Je ne les donnerais donc pas en exemple, mais j’aurais bien envie de faire lire leurs histoires calamiteuses, dont la drôlerie est pour moi et tant dautres une bénédiction.

Ce qui me touche est le mélange de l’exotisme et de la reconnaissance de situations familières, tous deux s’apportant un éclairage, un agrément réciproques : la couleur locale anglaise devient encore plus désuète à mesure qu’elle s’éloigne dans le passé – la traduction accentuant la distance, voyez le « Hum, repris-je, tu as de la veine » et les verbes au passé-simple ; elle enveloppe d’un charme étrange la muflerie masculine, qui en retour anime le décor et le rend plus compréhensible.

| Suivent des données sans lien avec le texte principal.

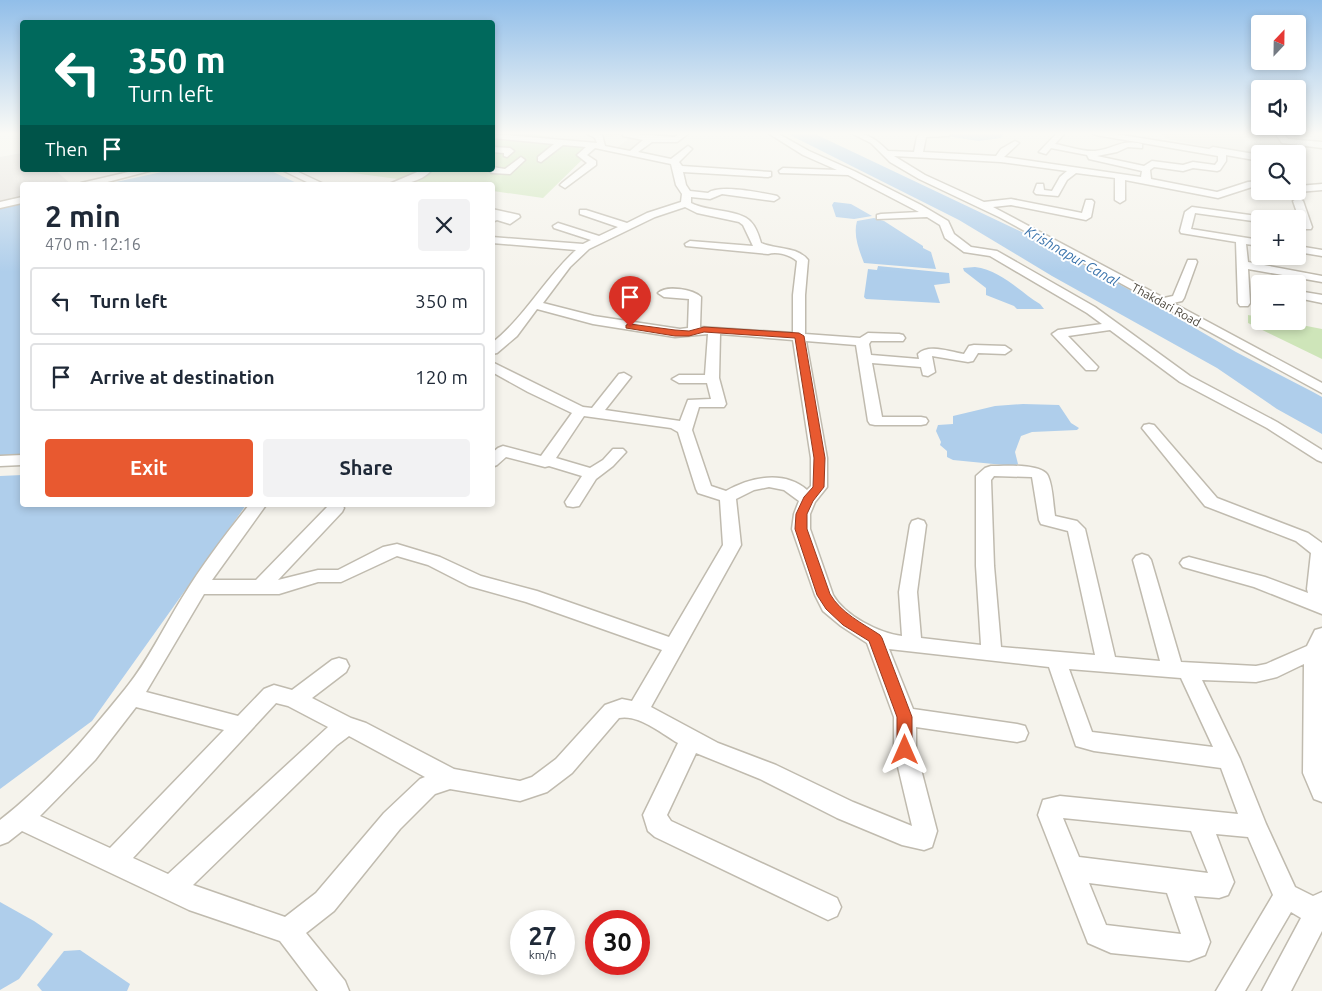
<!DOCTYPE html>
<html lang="en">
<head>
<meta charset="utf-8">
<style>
	body { margin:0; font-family:Ubuntu,sans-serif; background:#f2f2f3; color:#1f2937; height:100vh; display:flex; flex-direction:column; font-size:19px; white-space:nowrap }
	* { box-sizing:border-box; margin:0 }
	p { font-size:16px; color:#747a83 }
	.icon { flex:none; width:28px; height:28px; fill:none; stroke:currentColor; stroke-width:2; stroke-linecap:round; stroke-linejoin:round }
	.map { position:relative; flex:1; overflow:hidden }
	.panel { position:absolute; left:20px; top:182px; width:475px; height:325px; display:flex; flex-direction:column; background:#fff; border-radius:5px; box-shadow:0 2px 8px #0003 }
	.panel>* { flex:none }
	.hud { position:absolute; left:20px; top:20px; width:475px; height:152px; border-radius:5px; box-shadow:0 2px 8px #0003; background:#00695c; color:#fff; overflow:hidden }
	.needle { width:32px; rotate:22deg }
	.controls { position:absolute; left:1251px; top:15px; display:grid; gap:10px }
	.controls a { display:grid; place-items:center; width:55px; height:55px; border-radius:5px; background:#fff; box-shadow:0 2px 8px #0003; font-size:25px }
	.speed { position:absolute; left:510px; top:910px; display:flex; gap:10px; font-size:25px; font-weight:700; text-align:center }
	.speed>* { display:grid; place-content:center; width:65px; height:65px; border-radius:50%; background:#fff; box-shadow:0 2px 8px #0003; line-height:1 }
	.speed small { font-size:12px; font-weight:400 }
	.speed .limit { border:8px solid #d22; background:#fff; color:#111 }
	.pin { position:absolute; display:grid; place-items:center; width:42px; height:42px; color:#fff; margin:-51px -21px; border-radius:50% 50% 50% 0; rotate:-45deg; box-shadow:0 0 5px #0007 }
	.pin .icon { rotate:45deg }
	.me { position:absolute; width:55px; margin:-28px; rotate:0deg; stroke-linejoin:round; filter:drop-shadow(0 0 4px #0008) }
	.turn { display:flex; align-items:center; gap:18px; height:105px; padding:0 25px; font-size:22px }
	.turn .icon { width:65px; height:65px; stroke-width:2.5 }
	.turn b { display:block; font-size:35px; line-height:42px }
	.then { display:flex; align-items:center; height:48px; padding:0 25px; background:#0003; gap:10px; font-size:19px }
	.round { display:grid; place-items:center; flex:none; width:52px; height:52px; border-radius:5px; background:#f2f2f3 }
	.summary { display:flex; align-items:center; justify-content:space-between; height:85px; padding:0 25px }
	h1 { font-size:30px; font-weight:600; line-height:38px }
	.primary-button { display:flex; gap:10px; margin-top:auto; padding:10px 25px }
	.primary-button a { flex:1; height:58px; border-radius:5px; background:#e85930; color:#fff; font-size:20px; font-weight:600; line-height:58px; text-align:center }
	.primary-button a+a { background:#f2f2f3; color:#1f2937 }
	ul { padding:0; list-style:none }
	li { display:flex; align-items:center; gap:15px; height:68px; margin:0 10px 8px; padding:0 15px; border:2px solid #e0e1e3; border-radius:5px }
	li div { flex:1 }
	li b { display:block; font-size:19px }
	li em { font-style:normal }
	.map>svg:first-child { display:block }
	.residential { fill:#e8e5db }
	.industrial { fill:#e5e2dd }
	.green { fill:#cee5b9 }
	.water { fill:#afceeb }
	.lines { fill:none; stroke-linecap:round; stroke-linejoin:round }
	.minor-casing { stroke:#c0bbaf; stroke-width:3 }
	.minor { fill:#fff; fill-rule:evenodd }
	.route { fill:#e85930; stroke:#973a1f }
	.labels { text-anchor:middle; stroke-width:4; stroke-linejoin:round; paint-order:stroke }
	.far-street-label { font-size:12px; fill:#49443a; stroke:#fff }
	.far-water-label { font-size:14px; font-style:italic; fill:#3b74ac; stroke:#fff }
</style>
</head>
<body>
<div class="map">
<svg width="1322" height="991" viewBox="0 0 1322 991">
	<rect width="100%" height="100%" fill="#f5f3ec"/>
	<g class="residential">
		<path d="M596 133H631L629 135 646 139 631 153 615 149 631 137 621 135 608 137Z"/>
		<path d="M1161 133H1282L1303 160 1304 163 1298 164V154H1260V157L1167 139Z"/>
	</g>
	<path class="industrial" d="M22 153V170H55L72 185H22V198L0 203V157Z"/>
	<g class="green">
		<path d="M493 133H530L570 142 592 150 543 198 493 191 492 185H443L345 172 351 170H492Z"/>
		<path d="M1248 315 1260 317V321H1281L1322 329V359L1248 323Z"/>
	</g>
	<g class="water">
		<path d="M786 133H813L1026 234 1128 289 1236 352 1313 392 1322 397V434L1277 409 1217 368 1052 276 959 220Z"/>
		<path d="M947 133H1003L1001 138 978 141 947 136Z"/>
		<path d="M171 170H269L301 185H102Z"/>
		<path d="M834 202 851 204 872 216 854 219 836 217 832 205Z"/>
		<path d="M22 203V458L0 459V207Z"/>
		<path d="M874 218 884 221 923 246V248L931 252 936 269 864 263C859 250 853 235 857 221Z"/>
		<path d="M878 266 949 273 950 283 934 285 940 303 866 299 864 297 868 269 877 270Z"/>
		<path d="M975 267C1001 270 1020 292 1040 304L1044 309H1017L1014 306 986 295V288L964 271 963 268Z"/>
		<path d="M1023 404 1059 405 1071 423 1079 428 1077 430 1032 432 1021 436 1015 452 1018 464 1014 466 953 460 947 457V451L940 445 941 442 936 431 938 425 953 424V416L995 406Z"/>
		<path d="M22 475V505H246L92 721 0 789V476Z"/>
		<path d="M0 902 34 921 53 934 19 979 0 990Z"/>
		<path d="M80 950 130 984 127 991H42L37 985 64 951Z"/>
	</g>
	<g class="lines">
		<defs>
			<g id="minor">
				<path d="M586 133H596L602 135 605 146 630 151 643 140 623 136V133L675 137 680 133H689L677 142H652L638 152 671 159 688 146 692 149 679 162 682 166 771 172V176L768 177 683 172 686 185 690 191 708 193C720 184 762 193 777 196L779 198 774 201 722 194 710 199 691 197V203C707 212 740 209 751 222 756 227 759 236 761 243 777 250 797 246 808 260L805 295V334L860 338 868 333 899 334 903 335 905 338 903 341H871L869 344 871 355 919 359 918 354C928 343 951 352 964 354L969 346 974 345 1005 346 1011 350 1005 354 978 353 973 361 968 362 932 356 935 372 928 376 923 375 921 367 872 363 882 417H921L926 418 928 421 926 424 921 425H875L870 424 868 421 856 345 806 341 827 458V487L815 502 810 514V529L833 595C845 616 879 633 902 636L899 592 910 525 912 521 918 519 924 521 926 525 917 592 921 638 981 645 976 566V476L985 468 991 466C1004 466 1042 463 1048 476 1053 487 1053 504 1055 516L1077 521 1085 529 1115 657 1160 661 1133 560 1136 556 1142 554 1148 556 1151 560 1181 662 1256 666 1266 664 1307 646 1315 630 1322 628V802L1314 799 1303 773 1304 664 1277 677 1256 682 1202 680 1240 759 1266 824 1295 887 1313 896 1322 892V931L1291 991H1262L1301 918 1291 912 1245 991H1216L1273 895 1248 837 1216 834 1234 882 1228 895 1219 898 1194 896 1210 942 1205 955 1189 961 1111 953 1088 943 1038 815 1043 800 1060 796 1238 814 1221 768 1094 751 1076 746 1049 667 889 649 913 709 1017 724 1025 726 1028 733 1025 740 1017 742 916 727V750L937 831 932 847 924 850 902 845 837 818 760 779 696 753 667 815 671 821 837 898 841 907 837 916 828 920 655 837 648 831 643 815 678 743C662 734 639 714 619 718L572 773 547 792 520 801 450 789 435 794 400 829 334 911 306 933 345 981 349 991H318L280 941 189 910 22 831 8 842 0 845V820C50 781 87 736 126 688 148 661 164 627 182 598 202 565 225 535 249 505H266L212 580H256L329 505H342L344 508 342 512 278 580 318 570H338L383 547 397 544 440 557 481 576 537 591 669 637 723 545 720 500 698 493 696 489 678 432 671 428 584 416 556 458 590 468 603 460 613 449H623L626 452 613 466 596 479 579 506 573 507 567 506 565 502 582 476 549 466 545 467 506 457 497 465 492 467V453L498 448 503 446 541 456 572 413 528 392 492 372V362L583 407 592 408 619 374 624 373 631 377 605 410 680 421 688 400 711 399 707 383H679L672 379 679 375H705L708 334 675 337 593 324 537 309 517 336 497 353 492 354V343C525 317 545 278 576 250L492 243V237L583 244 591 240 554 228 553 226 558 223 599 236 618 227 580 214V210H586L627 223 647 213 681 202 682 194 676 185 671 164 595 148 587 155 596 161V165L565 188 560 185 562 183 587 163 577 155 586 147 563 145 541 162 538 161V157L554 144 492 138V134L597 143 595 138ZM685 207 697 213 739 222 743 225 753 246 690 241 685 244 686 246 768 254C777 251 790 255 797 261L793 295V333L700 327 701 297C693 289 666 285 658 293L664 297 689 299 688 328 680 329 594 316 543 303 570 267 589 249 655 217ZM720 334 793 340 811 458V486L807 490C784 470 751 477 726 491L711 486 692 430 699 407H724L726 404 719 378ZM994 476 1032 477 1039 520 1041 524 1068 531 1095 655 1001 647 994 566 991 480ZM769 487 784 490 799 501 794 514 792 529 815 595 823 611 841 626 867 643 894 717V750L912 826 853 802 776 765 718 743 651 707 741 545 736 499 754 490ZM397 556 428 565 469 586 526 602 662 650 632 701 622 699 605 705 556 759 532 777 520 781 454 769 366 723 351 718 312 698 346 672 349 666 346 660 339 658 332 660 292 690 274 685 264 689 238 716 146 692 204 594H279L318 582H341ZM1069 669 1181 678 1213 747 1092 732ZM276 703 288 706 328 727 168 874 133 858ZM136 707 224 730 110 848 40 816 95 760ZM349 736 425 777 420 779 384 813 316 893 285 917 193 885 337 745ZM1063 818 1191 831 1208 873 1079 857ZM1089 883 1167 893 1181 934 1106 925Z"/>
				<path d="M768 133H777L809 151 854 171 921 205 948 221 954 234 971 247 997 251 1095 307 1190 376 1277 422 1322 450V462L1317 460 1267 428 1180 382 1110 330 1068 336 1098 367 1096 370H1086L1052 334 1058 330 1102 324 1087 313 990 256 964 252 945 238 940 225 927 217 877 219V215L881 214 919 212 848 175 780 173 779 171 783 168 837 170 803 155Z"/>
				<path d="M851 133C867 132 877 140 888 151L914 152 917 137 921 133H949V136H946L926 137 923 152 996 156 1001 149 1015 141 1019 143 1004 157 1141 177 1142 171 1089 159 1087 155 1051 148 1046 154 1039 152 1057 133H1065L1055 144C1067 146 1083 152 1095 151 1115 149 1120 139 1142 144V148L1128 147 1117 152 1097 156 1144 166 1152 161 1183 165 1193 162 1215 165 1218 161V156L1096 135 1092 133H1109L1209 149 1213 147 1260 155V161L1226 155V161L1220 170 1217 171 1193 168 1183 171 1154 167 1150 170 1151 179 1217 192 1248 182 1260 181V187H1252L1218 198 1125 180V200L1120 203 1115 200V178L1076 173 1067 180 1058 196 1036 194 1034 192 1037 184H1043L1044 190 1052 191 1060 177 1067 171 1001 162 894 156 925 175 984 202 1011 199 1082 213 1086 200H1092L1094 202 1091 217 1086 220 1011 205 993 207 1164 298 1173 296 1188 260H1196L1197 262 1184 298 1182 301 1173 303 1322 383V393L999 217 919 179 890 162 871 143Z"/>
				<path d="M1275 133H1283L1288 139 1322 142V148L1282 143Z"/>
				<path d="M492 147 510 148 514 151 507 157 504 156V153L492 152Z"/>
				<path d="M1298 155 1301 156 1304 163 1298 167Z"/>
				<path d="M521 157 525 160 510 174 492 173 488 170H492V167L505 169Z"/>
				<path d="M137 170H153L96 185H79L81 183Z"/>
				<path d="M282 170H294L326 185H313Z"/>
				<path d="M422 170H432C421 182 403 185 387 185Z"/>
				<path d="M1322 184V190L1298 192 1296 191H1298V186Z"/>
				<path d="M22 197V203L0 208V202Z"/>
				<path d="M1298 198 1303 201 1312 227 1311 229H1303L1302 227 1293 201Z"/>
				<path d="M1192 207 1264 217 1265 219H1260V222L1195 213 1191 229 1260 240V246L1246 244 1248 262 1322 276V282L1248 269 1250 303 1248 306H1240L1238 303 1236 242 1181 233 1180 231 1185 212Z"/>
				<path d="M492 209 519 215 520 217 510 224 497 220 492 222Z"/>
				<path d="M1298 246 1322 250V256L1298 252Z"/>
				<path d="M1298 291 1322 295V303L1298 298Z"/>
				<path d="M1149 424 1154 425 1217 498 1308 533 1322 543V614L1254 587 1183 567 1180 563 1183 559 1189 557 1265 577 1308 593 1307 589 1311 553 1296 541 1205 506 1142 428 1144 425Z"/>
				<path d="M22 455V465L0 466V456Z"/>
			</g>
		</defs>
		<use href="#minor" class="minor-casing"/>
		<use href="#minor" class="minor"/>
	</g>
	<linearGradient id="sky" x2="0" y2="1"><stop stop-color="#91bee9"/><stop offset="0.49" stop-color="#fafaf6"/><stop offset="1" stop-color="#fafaf6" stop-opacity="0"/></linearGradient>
	<rect width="1322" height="272" fill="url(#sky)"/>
	<path class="route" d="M630 324 675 330 689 331 704 327 799 333 804 336 825 458 824 487 813 501 807 514V529L830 594C841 613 862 623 880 635L882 638 912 717V750L910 755 905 757 899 755 897 750V717L869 641 843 625 826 609 817 595 795 529 796 514 804 497 813 487 814 458 795 338 704 332 689 336H675L626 328V325Z"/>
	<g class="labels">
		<g class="far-street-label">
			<text transform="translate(1166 305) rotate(29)" y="4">Thakdari Road</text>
		</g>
		<g class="far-water-label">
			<text transform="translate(1072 256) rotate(30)" y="5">Krishnapur Canal</text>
		</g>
	</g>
</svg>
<div class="controls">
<a><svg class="needle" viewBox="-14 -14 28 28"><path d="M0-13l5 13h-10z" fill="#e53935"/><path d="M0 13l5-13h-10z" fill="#747a83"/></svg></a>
<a><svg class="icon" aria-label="sound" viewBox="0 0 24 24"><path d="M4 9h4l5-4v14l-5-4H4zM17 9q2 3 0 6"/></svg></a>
<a><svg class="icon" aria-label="search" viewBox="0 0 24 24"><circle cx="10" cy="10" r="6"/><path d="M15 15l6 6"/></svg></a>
<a>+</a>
<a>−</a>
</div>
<div class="speed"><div>27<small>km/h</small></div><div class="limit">30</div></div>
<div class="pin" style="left:630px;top:327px;background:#d93025"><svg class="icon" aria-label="arrive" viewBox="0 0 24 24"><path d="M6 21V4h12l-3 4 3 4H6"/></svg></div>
<svg class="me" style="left:905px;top:750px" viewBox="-20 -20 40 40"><path d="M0-17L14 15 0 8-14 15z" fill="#e85930" stroke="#fff" stroke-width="4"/></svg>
<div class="hud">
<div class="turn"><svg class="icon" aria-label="left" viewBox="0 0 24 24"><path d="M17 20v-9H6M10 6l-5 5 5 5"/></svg><div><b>350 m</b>Turn left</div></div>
<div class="then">Then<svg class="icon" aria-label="arrive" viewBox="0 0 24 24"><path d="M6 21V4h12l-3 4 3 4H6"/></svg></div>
</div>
<section class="panel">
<div class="summary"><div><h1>2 min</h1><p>470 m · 12:16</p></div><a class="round"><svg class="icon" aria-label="close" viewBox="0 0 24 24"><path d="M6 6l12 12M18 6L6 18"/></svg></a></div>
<ul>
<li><svg class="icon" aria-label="left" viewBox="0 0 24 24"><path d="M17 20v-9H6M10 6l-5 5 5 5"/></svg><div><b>Turn left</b></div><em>350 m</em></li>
<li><svg class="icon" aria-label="arrive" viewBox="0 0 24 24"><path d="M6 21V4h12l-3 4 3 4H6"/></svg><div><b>Arrive at destination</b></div><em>120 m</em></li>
</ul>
<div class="primary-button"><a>Exit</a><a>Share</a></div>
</section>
</div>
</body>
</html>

Le ton lyrique du narrateur et le mouvement absurde, inconséquent de son indignation présentent sous une forme légère cette vie de plaisirs inutiles que résume le confort bienheureux de George endormi. Le burlesque des corps complète le caractère maniéré de la voix.

Mais on rit plus facilement avec les trois dormeurs si on prend au sérieux leur souci du temps gaspillé. Il faut sentir que la « pensée terrible » de la vie perdue n’est pas qu’une plaisanterie pour être soulagé d’en plaisanter, et s’amuser de sa grandiloquence. Le brusque réveil à coup de pantoufle réjouit les lecteurs qu’il libère de l’angoisse du laisser-aller.

L’humour des Trois hommes ne m’aurait sans doute pas pris s’il n’avait été patiemment préparé : d’abord, longtemps avant d’ouvrir le livre dont le succès mécanique en famille me rebutait plutôt, par des années de perplexité face au nom de l’auteur, trop parfait pour être vrai – « Jerome K. Jerome » ; perplexité aussi face à la couverture, une aquarelle impressionniste montrant des canotiers sur un étang autant que je m’en souvienne, qui dégageait une poésie a priori incompatible avec les éclats de rire – et je ne parvenais pas à m’expliquer cette relation incongrue. Le temps de cette curiosité qui s’arrêtait à la page de titre était nécessaire : il formait peu à peu un matériau conducteur pour la voix qui, un jour, me lirait les premiers chapitres, et me gagnerait à leur comédie.